At a recent meeting of the Interim Joint Committee on Education, various Republican members tried to turn Jefferson County Public Schools into their own personal punching bag. Unfortunately for them, their attacks on JCPS wound up boomeranging back into their own faces.
Senator Alice Forgy Kerr stated that if property values are lower in Louisville than Lexington, it must be because of the schools! Yes, of course, real estate values depend solely on the quality of schools and whether or not they have busing. Which made us wonder, what are the real estate values in Kerr’s own Fayette County?
At $165,900, the median home value in Lexington is half that of Anchorage at $295,500 — a difference much greater than that between Fayette and Jefferson counties. That must be because Fayette County schools are so much worse than those in Anchorage Independent! So when will Senator Kerr persuade her colleagues to grill Fayette Superintendent Manny Caulk?
And Senator Dan Seum weighed in on how busing was simply ruining JCPS, citing African-American reading scores. What he failed to point out is that Brooks Elementary School, in no-busing Bullitt County, scored lower than African-American students at Coral Ridge Elementary in JCPS. Oops!
But if we apply the Kerr Homes Value Test® noted above, Senator Seum really doesn’t have any room to talk. The median home listed in Shepherdsville is $145,000 — $25,000 less than those in Jefferson County. Shouldn’t Senator Seum be more attentive to the clearly worse schools in his own backyard?
That brings us to Representative Tim Moore, who holds such rancor for Dr. Pollio and JCPS. Moore represents Grayson County, where Leitchfield is the county seat. Not only are home values lower in Leitchfield (median price listing: a mere $136,450), which, according to the Kerr Homes Value Test® means their schools are worse, but per capita income in the city is $15,033, while median family income is $32,398 — both only two-thirds of Louisville’s! Why isn’t Moore looking to the schools in his own backyard as the cause for this disparity in home values and income?
Then we thought – if the members of the Education Committee think it wise to use property values as a measure of school quality, why not go further and use things like crime and wage levels? Surely those are the result of the local schools, no?

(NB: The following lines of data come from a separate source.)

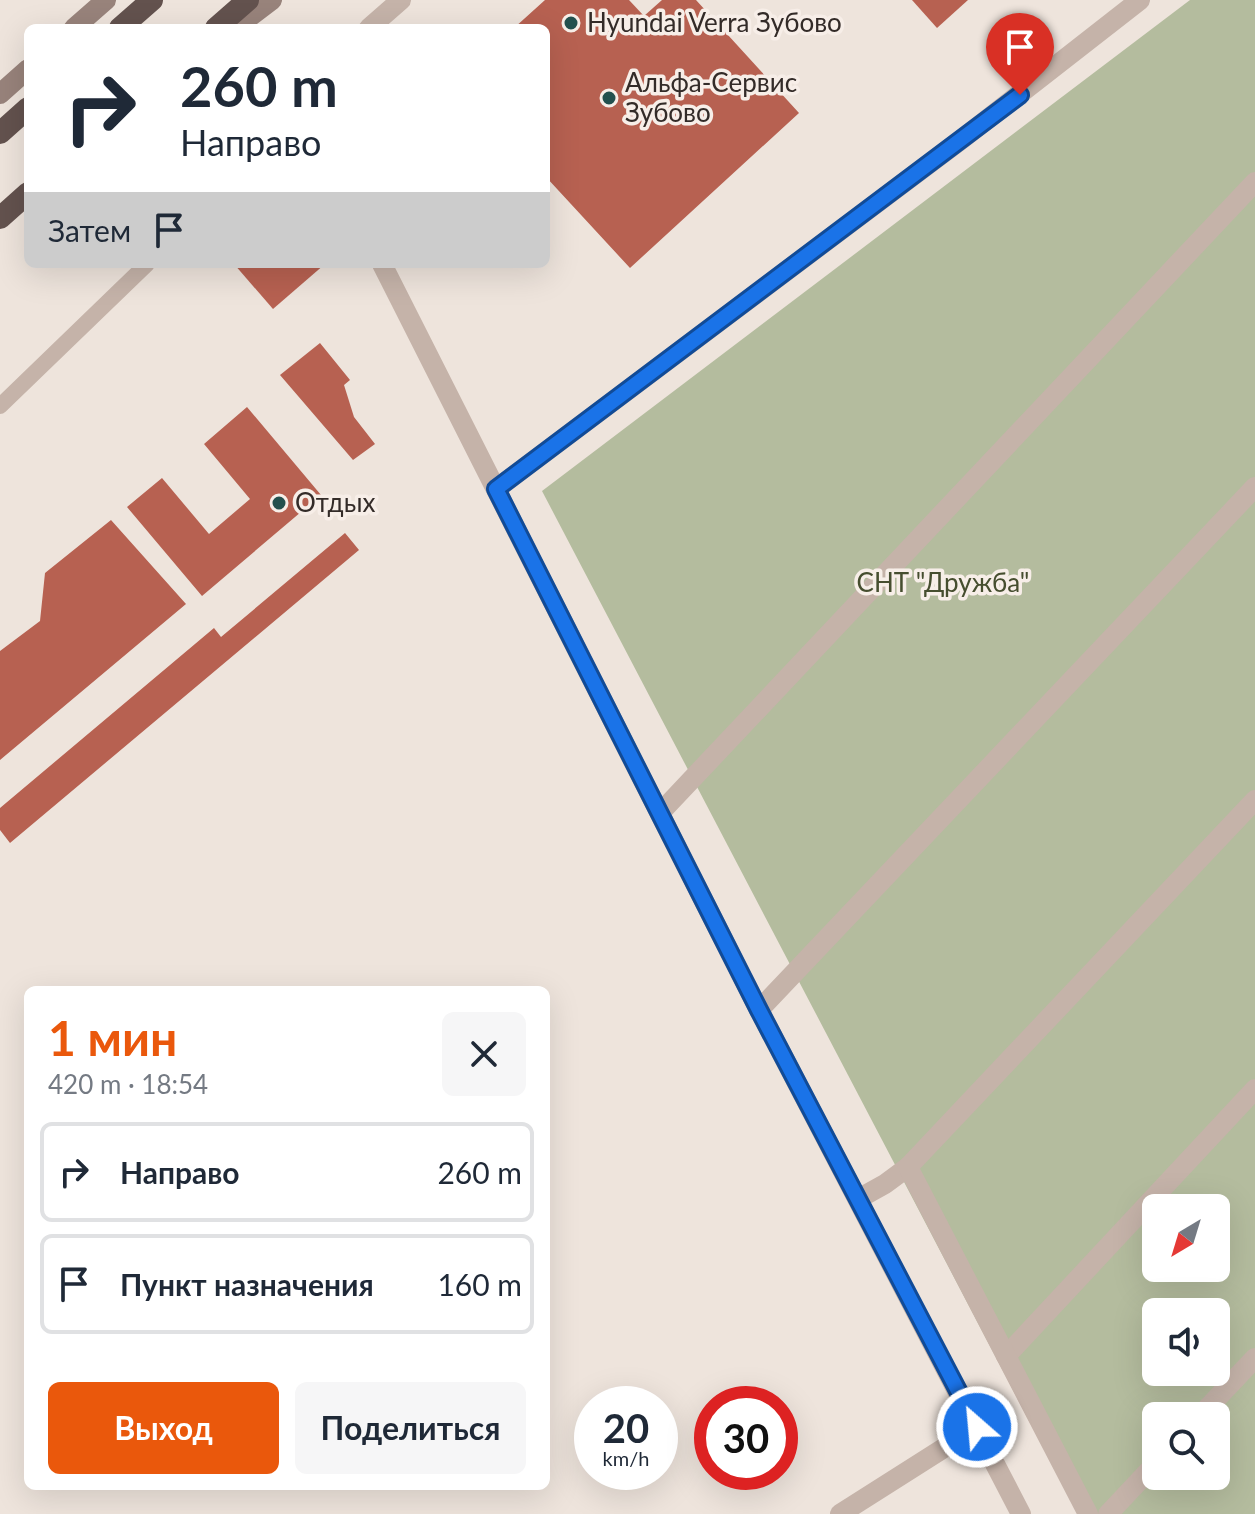 <!DOCTYPE html>
<html lang="ru">
<head>
<meta charset="utf-8">
<style>
	body { margin:0; font-family:Lato,sans-serif; background:#f6f6f7; color:#1f2937; height:100vh; display:flex; flex-direction:column; font-size:30px; white-space:nowrap }
	* { box-sizing:border-box; margin:0 }
	p { font-size:26px; color:#747a83 }
	.icon { flex:none; width:44px; height:44px; fill:none; stroke:currentColor; stroke-width:2; stroke-linecap:round; stroke-linejoin:round }
	.map { position:relative; flex:1; overflow:hidden }
	.details { position:absolute; left:24px; top:986px; width:526px; height:504px; display:flex; flex-direction:column; background:#fff; border-radius:12px; box-shadow:0 8px 32px #0002 }
	.details>* { flex:none }
	.banner { position:absolute; left:24px; top:24px; width:526px; height:244px; border-radius:12px; box-shadow:0 8px 32px #0002; background:#fff; color:#1f2937; overflow:hidden }
	.needle { width:52px; rotate:218deg }
	.buttons { position:absolute; left:1142px; top:1194px; display:grid; gap:16px }
	.buttons a { display:grid; place-items:center; width:88px; height:88px; border-radius:12px; background:#fff; box-shadow:0 8px 32px #0002; font-size:40px }
	.speed { position:absolute; left:574px; top:1386px; display:flex; gap:16px; font-size:40px; font-weight:700; text-align:center }
	.speed>* { display:grid; place-content:center; width:104px; height:104px; border-radius:50%; background:#fff; box-shadow:0 8px 32px #0002; line-height:1 }
	.speed small { font-size:20px; font-weight:400 }
	.speed .limit { border:12px solid #d22; background:#fff; color:#111 }
	.pin { position:absolute; display:grid; place-items:center; width:68px; height:68px; color:#fff; margin:-82px -34px; border-radius:50% 50% 50% 0; rotate:-45deg; box-shadow:0 0 8px #0007 }
	.pin .icon { rotate:45deg }
	.me { position:absolute; width:88px; margin:-44px; rotate:333deg; stroke-linejoin:round; filter:drop-shadow(0 0 6px #0008) }
	.turn { display:flex; align-items:center; gap:28px; height:168px; padding:0 24px; font-size:36px }
	.turn .icon { width:104px; height:104px; stroke-width:2.5 }
	.turn b { display:block; font-size:56px; line-height:68px }
	.then { display:flex; align-items:center; height:76px; padding:0 24px; background:#0003; gap:16px; font-size:30px }
	.round { display:grid; place-items:center; flex:none; width:84px; height:84px; border-radius:12px; background:#f6f6f7 }
	.summary { display:flex; align-items:center; justify-content:space-between; height:136px; padding:0 24px }
	h1 { font-size:48px; font-weight:700; line-height:60px; color:#ea580c }
	.cta { display:flex; gap:16px; margin-top:auto; padding:16px 24px }
	.cta a { flex:1; height:92px; border-radius:12px; background:#ea580c; color:#fff; font-size:32px; font-weight:700; line-height:92px; text-align:center }
	.cta a+a { background:#f6f6f7; color:#1f2937 }
	ul { padding:0; list-style:none }
	li { display:flex; align-items:center; gap:24px; height:100px; margin:0 16px 12px; padding:0 8px; border:4px solid #e0e1e3; border-radius:12px }
	li div { flex:1 }
	li b { display:block; font-size:30px }
	li em { font-style:normal }
	.map>svg:first-child { display:block }
	.green { fill:#b4bc9e; fill-rule:evenodd }
	.building { fill:#b76151 }
	.lines { fill:none; stroke-linecap:round; stroke-linejoin:round }
	.service { stroke:#c5b3a9; stroke-width:16 }
	.minor { stroke:#c5b3a9; stroke-width:20 }
	.secondary { stroke:#98837b; stroke-width:20 }
	.trunk { stroke:#63524e; stroke-width:22 }
	.route-casing { stroke:#114b97; stroke-width:20 }
	.route { stroke:#1a73e8; stroke-width:14 }
	.poi-dot { fill:#23504e; stroke:#f7eee8; stroke-width:3 }
	.labels { text-anchor:middle; stroke-width:7; stroke-linejoin:round; paint-order:stroke }
	.poi-label { font-size:26px; fill:#332b28; stroke:#f7eee8; text-anchor:start }
	.park-label { font-size:26px; fill:#464e2f; stroke:#f7eee8 }
</style>
</head>
<body>
<div class="map">
<svg width="1255" height="1514" viewBox="0 0 1255 1514">
	<rect width="100%" height="100%" fill="#eee4dc"/>
	<path class="green" d="M1190,0H1255V1514H1078L542,491ZM1156,1208H1216V1268H1156ZM1156,1312H1216V1372H1156ZM1156,1416H1216V1476H1156Z"/>
	<g class="building">
		<polygon points="545,0 629,0 644,16 662,0 696,0 799,113 630,268 546,177 546,28 514,28"/>
		<polygon points="912,0 968,0 937,28"/>
		<polygon points="234,264 325,264 273,309"/>
		<polygon points="320,343 350,380 344,385 354,417 375,444 353,460 280,375"/>
		<polygon points="247,407 321,495 202,596 127,507 162,478 209,534 250,499 204,444"/>
		<polygon points="111,520 186,604 0,760 0,651 40,621 45,573"/>
		<polygon points="345,533 359,550 10,843 0,830 0,808 214,628 221,637"/>
	</g>
	<g class="lines">
		<polyline class="service" points="0,406 147,264"/>
		<g class="minor">
			<polyline points="369,28 401,0"/>
			<polyline points="382,264 759,1010 1021,1514"/>
			<polyline points="496,489 962,139 1140,0"/>
			<polyline points="660,813 1255,182"/>
			<polyline points="759,1010 1255,487"/>
			<polyline points="858,1199 885,1184 908,1167"/>
			<polyline points="1006,1356 1255,1089"/>
			<polyline points="1200,1416 1255,1358"/>
			<polyline points="840,1514 977,1427"/>
			<polyline points="1088,1514 908,1167 1255,800"/>
			<polyline points="1108,1514 1156,1463"/>
		</g>
		<g class="secondary">
			<polyline points="74,28 106,0"/>
			<polyline points="235,28 272,0"/>
			<polyline points="0,94 28,69"/>
		</g>
		<g class="trunk">
			<polyline points="120,28 152,0"/>
			<polyline points="216,28 248,0"/>
			<polyline points="0,133 28,108"/>
			<polyline points="0,218 28,193"/>
		</g>
	</g>
	<g class="lines">
		<defs>
			<polyline id="route" points="977,1427 759,1010 496,489 1020,95"/>
		</defs>
		<use href="#route" class="route-casing"/>
		<use href="#route" class="route"/>
	</g>
	<g class="poi-dot">
		<circle cx="571" cy="23" r="8"/>
		<circle cx="609" cy="98" r="8"/>
		<circle cx="279" cy="503" r="8"/>
	</g>
	<g class="labels">
		<g class="poi-label">
			<text x="587" y="32">Hyundai Verra Зубово</text>
			<text x="625" y="92">Альфа-Сервис<tspan x="625" dy="30">Зубово</tspan></text>
			<text x="295" y="512">Отдых</text>
		</g>
		<g class="park-label">
			<text x="943" y="592">СНТ "Дружба"</text>
		</g>
	</g>
</svg>
<div class="buttons">
<a><svg class="needle" viewBox="-14 -14 28 28"><path d="M0-13l5 13h-10z" fill="#e53935"/><path d="M0 13l5-13h-10z" fill="#747a83"/></svg></a>
<a><svg class="icon" aria-label="sound" viewBox="0 0 24 24"><path d="M4 9h4l5-4v14l-5-4H4zM17 9q2 3 0 6"/></svg></a>
<a><svg class="icon" aria-label="search" viewBox="0 0 24 24"><circle cx="10" cy="10" r="6"/><path d="M15 15l6 6"/></svg></a>
</div>
<div class="speed"><div>20<small>km/h</small></div><div class="limit">30</div></div>
<div class="pin" style="left:1020px;top:95px;background:#d93025"><svg class="icon" aria-label="arrive" viewBox="0 0 24 24"><path d="M6 21V4h12l-3 4 3 4H6"/></svg></div>
<svg class="me" style="left:977px;top:1427px" viewBox="-20 -20 40 40"><circle r="17" fill="#1a73e8" stroke="#fff" stroke-width="3"/><path d="M0-11L8 9 0 5-8 9z" fill="#fff"/></svg>
<div class="banner">
<div class="turn"><svg class="icon" aria-label="right" viewBox="0 0 24 24"><path d="M7 20v-9h11M14 6l5 5-5 5"/></svg><div><b>260 m</b>Направо</div></div>
<div class="then">Затем<svg class="icon" aria-label="arrive" viewBox="0 0 24 24"><path d="M6 21V4h12l-3 4 3 4H6"/></svg></div>
</div>
<section class="details">
<div class="summary"><div><h1>1 мин</h1><p>420 m · 18:54</p></div><a class="round"><svg class="icon" aria-label="close" viewBox="0 0 24 24"><path d="M6 6l12 12M18 6L6 18"/></svg></a></div>
<ul>
<li><svg class="icon" aria-label="right" viewBox="0 0 24 24"><path d="M7 20v-9h11M14 6l5 5-5 5"/></svg><div><b>Направо</b></div><em>260 m</em></li>
<li><svg class="icon" aria-label="arrive" viewBox="0 0 24 24"><path d="M6 21V4h12l-3 4 3 4H6"/></svg><div><b>Пункт назначения</b></div><em>160 m</em></li>
</ul>
<div class="cta"><a>Выход</a><a>Поделиться</a></div>
</section>
</div>
</body>
</html>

McCreary County isn’t just the one of the poorest counties in Kentucky — it’s the 13th poorest county in the entire United States. With a per capita income at 47% of the national average, McCreary residents are barely more prosperous than the residents of the Rosebud Indian Reservation in South Dakota, often used as the poster child for poverty. Surely, that must be the fault of the McCreary County School District! How is it that the Education Committee has yet to grill Superintendent Michael M. Cash? Does state Senator Max Wise, who represents McCreary County, not care about quality schools? And of course, this just shows what happens when you have neighborhood schools! Too bad McCreary County doesn’t have school choice like Jefferson County. Senator Kerr really should be taking her colleague to task!
Obviously, we could go further with these examples, even to pointing out that most of the school systems across the state must be worse than Jefferson County’s, since property values are lower. And of course, all those school system should implement busing immediately, since apparently children who are bused score higher than those who aren’t.
If you think this is getting silly, guess what: We agree. The challenges of education in poor counties like McCreary and urban districts like Louisville need mature, intelligent, thoughtful discussion, not easy sound-bites and shoot-from-the-hip conclusions.
But as long as our elected representatives continue to use such facile, frivolous platitudes as their answers to serious problems, we will continue pointing out how silly and useless their answers are.